To do: Report all lines in the records that hold the string "block".

━━ Information shown

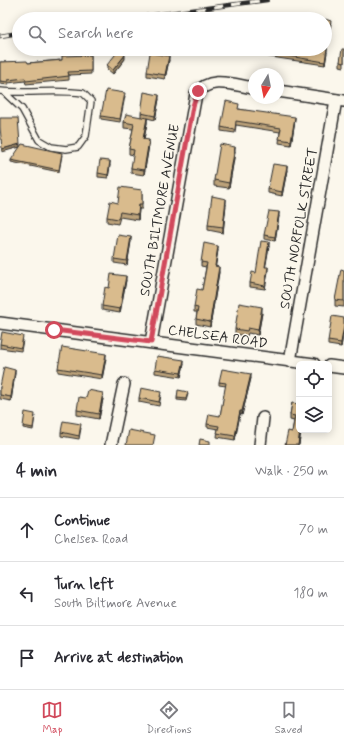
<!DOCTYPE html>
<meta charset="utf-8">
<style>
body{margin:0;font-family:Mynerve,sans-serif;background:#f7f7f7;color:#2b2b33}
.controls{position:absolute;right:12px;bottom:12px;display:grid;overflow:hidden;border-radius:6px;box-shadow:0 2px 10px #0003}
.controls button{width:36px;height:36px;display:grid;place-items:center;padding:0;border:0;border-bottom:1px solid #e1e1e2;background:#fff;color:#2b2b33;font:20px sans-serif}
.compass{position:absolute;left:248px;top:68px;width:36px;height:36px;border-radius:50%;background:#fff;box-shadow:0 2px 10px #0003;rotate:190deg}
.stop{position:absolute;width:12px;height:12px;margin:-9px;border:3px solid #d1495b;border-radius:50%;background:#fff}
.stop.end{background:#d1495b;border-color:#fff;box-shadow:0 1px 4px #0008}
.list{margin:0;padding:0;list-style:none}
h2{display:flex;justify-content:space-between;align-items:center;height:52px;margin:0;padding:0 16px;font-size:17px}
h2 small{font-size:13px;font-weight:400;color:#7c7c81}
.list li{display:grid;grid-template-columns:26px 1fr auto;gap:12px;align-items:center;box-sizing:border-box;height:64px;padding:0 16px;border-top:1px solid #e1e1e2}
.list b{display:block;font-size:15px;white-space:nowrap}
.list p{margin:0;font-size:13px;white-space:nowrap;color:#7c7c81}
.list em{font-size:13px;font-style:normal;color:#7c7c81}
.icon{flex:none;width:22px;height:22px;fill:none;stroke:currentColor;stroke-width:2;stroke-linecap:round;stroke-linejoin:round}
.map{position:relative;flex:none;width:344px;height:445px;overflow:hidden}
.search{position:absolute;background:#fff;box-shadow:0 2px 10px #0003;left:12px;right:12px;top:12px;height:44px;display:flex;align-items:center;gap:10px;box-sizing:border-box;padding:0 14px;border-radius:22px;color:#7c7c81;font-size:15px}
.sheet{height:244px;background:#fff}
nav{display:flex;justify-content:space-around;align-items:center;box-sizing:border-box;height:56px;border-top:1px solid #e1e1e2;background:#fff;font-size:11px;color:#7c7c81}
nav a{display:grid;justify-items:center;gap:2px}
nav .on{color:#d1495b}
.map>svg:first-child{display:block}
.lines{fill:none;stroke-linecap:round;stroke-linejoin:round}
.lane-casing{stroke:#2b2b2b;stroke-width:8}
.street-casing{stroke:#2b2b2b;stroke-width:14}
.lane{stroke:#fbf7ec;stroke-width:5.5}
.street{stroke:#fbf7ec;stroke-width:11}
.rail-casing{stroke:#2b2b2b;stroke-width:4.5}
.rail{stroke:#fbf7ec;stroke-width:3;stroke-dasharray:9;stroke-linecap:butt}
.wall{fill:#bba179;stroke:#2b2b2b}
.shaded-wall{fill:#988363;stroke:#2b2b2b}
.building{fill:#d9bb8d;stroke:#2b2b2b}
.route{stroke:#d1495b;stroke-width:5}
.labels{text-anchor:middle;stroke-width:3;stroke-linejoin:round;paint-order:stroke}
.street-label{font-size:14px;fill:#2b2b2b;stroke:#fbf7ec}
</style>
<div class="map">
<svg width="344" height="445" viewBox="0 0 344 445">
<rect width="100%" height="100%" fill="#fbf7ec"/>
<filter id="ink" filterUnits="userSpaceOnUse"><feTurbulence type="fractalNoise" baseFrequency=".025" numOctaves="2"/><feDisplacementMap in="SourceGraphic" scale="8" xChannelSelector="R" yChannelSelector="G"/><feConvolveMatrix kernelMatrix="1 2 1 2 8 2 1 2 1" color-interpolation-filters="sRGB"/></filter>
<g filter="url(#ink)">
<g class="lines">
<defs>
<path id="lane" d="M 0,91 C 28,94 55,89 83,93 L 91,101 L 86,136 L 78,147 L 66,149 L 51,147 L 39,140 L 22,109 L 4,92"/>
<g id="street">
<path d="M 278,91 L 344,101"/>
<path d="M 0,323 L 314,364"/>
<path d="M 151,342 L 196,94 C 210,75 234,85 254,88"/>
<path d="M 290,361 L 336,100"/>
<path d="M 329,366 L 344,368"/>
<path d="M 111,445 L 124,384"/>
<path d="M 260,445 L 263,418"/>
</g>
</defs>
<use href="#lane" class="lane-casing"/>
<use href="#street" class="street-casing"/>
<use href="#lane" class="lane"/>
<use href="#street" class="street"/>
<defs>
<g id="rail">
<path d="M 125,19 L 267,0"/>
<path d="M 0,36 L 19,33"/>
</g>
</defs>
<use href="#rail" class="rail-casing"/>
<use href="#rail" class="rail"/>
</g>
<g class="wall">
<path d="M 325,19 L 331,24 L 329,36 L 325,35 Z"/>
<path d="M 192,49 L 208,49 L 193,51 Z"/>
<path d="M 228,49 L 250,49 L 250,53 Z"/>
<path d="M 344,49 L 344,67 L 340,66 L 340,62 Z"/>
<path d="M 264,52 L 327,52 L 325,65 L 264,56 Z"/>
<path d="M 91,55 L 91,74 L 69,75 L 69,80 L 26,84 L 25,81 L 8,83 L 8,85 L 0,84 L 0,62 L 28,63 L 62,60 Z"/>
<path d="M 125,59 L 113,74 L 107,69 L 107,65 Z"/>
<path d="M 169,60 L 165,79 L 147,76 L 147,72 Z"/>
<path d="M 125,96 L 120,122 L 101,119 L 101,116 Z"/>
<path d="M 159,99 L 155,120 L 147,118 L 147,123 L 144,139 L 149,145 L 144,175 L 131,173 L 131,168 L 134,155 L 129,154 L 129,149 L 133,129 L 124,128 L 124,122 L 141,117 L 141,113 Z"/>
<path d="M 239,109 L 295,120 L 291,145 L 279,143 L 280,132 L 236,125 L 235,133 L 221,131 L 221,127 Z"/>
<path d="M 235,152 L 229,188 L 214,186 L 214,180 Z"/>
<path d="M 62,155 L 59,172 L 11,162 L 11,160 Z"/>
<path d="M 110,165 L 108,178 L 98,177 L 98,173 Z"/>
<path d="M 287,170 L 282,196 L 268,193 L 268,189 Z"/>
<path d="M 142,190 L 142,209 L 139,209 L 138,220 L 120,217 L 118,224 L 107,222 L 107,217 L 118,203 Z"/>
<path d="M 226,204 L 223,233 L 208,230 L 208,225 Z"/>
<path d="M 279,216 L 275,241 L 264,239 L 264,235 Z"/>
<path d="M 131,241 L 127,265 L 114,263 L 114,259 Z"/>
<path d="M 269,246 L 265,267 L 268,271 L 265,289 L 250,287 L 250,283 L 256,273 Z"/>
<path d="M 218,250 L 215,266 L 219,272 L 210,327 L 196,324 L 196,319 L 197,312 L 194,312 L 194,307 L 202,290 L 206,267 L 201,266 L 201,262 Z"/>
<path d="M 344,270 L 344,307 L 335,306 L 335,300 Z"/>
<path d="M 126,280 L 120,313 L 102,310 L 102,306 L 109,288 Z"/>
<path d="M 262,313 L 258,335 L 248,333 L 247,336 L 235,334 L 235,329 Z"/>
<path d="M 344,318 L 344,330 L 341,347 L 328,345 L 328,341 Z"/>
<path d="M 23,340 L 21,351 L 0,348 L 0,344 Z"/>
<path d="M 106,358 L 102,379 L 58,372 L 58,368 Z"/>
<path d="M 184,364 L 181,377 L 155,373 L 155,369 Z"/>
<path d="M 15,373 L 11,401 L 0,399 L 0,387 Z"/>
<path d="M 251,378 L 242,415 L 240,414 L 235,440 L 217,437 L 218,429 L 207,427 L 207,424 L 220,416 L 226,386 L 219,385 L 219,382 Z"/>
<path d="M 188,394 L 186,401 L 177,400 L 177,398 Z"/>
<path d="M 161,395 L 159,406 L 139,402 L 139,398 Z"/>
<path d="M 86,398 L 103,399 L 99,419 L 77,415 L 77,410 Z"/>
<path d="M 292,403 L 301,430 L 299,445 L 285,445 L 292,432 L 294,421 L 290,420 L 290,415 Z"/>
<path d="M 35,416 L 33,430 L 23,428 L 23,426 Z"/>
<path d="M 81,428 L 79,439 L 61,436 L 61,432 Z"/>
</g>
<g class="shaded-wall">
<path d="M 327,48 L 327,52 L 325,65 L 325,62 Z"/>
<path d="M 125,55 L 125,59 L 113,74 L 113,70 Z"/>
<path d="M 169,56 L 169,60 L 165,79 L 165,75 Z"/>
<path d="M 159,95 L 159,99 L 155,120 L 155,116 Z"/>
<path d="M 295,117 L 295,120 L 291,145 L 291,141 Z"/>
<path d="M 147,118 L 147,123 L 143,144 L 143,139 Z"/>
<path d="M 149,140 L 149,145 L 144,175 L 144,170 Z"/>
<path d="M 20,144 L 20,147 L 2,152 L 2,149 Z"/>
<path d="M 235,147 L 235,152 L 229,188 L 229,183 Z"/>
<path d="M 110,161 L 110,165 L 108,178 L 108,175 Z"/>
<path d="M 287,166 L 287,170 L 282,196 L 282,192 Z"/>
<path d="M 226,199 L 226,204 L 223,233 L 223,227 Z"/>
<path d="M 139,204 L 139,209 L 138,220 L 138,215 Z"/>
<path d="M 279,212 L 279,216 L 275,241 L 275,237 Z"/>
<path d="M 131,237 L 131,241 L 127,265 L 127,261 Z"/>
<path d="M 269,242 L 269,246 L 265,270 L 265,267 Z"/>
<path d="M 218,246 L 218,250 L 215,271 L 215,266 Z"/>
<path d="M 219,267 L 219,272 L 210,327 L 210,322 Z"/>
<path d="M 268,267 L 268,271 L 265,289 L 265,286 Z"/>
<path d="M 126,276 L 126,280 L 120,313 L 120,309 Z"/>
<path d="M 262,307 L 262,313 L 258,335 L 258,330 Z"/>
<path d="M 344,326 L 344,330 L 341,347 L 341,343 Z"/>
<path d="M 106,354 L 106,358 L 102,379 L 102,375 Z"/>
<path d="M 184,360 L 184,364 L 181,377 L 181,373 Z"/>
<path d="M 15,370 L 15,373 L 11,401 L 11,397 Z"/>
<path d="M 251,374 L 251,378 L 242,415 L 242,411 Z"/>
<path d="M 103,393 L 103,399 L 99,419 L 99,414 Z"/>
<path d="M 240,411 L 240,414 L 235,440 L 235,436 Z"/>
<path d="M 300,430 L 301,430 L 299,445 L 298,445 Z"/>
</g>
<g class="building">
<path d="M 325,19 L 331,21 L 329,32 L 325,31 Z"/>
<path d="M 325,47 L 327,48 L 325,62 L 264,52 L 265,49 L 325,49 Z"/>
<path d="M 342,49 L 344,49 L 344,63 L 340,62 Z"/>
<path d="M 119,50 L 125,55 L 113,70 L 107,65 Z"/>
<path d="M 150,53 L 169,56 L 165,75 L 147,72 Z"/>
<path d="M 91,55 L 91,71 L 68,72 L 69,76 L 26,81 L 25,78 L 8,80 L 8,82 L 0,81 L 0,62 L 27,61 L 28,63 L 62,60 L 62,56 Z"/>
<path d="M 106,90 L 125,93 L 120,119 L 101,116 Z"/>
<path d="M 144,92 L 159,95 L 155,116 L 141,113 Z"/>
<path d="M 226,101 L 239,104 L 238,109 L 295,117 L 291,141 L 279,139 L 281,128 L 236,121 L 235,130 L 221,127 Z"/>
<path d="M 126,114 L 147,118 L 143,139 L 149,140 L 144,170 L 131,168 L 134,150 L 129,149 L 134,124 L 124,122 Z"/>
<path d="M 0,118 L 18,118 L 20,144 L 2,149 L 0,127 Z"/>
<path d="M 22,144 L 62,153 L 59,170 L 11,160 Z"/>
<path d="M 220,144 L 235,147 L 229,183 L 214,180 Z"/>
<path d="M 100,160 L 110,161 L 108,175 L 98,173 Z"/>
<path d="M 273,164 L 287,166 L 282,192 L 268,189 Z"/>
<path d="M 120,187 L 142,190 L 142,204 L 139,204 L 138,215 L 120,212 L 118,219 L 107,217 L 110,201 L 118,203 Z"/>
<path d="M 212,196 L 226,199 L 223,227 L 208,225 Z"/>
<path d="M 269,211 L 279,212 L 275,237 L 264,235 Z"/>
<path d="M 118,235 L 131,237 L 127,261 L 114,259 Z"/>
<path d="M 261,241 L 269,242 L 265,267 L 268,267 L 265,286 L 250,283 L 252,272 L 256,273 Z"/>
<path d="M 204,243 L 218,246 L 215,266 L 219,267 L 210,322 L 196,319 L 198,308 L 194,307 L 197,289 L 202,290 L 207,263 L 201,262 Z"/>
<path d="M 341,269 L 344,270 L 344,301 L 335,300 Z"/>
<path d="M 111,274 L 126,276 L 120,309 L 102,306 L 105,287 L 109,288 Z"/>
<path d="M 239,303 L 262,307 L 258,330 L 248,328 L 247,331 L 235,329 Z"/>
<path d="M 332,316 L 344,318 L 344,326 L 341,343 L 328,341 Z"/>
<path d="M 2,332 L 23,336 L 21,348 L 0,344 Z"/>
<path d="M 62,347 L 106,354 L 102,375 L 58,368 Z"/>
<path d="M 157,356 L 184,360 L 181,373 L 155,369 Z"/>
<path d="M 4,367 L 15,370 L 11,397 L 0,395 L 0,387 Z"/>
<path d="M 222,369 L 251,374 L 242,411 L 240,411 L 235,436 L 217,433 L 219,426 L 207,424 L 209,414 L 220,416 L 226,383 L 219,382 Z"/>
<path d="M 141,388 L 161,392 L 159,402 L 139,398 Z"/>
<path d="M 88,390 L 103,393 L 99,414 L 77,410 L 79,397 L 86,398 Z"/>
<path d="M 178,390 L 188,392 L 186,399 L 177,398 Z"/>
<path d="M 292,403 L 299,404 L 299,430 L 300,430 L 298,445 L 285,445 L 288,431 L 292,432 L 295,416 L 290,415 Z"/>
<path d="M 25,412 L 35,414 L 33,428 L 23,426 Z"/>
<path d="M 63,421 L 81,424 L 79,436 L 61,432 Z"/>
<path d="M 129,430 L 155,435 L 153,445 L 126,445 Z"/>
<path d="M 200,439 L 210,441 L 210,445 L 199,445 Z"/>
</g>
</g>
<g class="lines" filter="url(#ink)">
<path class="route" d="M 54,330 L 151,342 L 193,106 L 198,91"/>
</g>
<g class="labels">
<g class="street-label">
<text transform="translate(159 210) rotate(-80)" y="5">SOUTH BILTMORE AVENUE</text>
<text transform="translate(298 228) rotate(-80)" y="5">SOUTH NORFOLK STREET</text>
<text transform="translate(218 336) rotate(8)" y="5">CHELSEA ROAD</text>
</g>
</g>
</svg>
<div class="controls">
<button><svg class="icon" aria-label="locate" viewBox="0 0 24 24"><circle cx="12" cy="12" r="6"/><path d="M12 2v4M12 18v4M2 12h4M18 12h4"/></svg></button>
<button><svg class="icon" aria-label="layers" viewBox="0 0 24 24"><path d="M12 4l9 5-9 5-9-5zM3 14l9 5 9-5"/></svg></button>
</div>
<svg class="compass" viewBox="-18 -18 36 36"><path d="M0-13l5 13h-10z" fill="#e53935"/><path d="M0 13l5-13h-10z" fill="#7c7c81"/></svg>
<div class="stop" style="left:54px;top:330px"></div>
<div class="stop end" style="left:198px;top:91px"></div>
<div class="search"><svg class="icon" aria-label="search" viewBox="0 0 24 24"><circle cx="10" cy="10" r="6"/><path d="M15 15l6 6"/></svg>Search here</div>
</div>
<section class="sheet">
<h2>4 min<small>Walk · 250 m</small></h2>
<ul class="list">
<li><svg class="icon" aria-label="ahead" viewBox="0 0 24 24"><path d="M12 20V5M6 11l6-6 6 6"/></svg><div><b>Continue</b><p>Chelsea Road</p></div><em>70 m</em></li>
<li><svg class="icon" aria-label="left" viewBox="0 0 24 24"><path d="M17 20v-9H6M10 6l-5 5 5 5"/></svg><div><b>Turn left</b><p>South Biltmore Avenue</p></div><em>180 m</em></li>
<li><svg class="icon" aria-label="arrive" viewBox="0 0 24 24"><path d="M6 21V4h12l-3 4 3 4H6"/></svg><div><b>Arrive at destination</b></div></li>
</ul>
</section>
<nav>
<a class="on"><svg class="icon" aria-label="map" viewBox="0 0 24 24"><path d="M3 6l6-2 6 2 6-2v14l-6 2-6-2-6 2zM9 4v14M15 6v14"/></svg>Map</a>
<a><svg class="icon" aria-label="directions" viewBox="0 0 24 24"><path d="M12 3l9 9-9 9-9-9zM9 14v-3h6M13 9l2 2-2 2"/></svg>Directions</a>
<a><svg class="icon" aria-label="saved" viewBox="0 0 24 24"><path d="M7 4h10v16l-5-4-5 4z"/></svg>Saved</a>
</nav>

━━━━

Completed exercise:
.list b{display:block;font-size:15px;white-space:nowrap}
.map>svg:first-child{display:block}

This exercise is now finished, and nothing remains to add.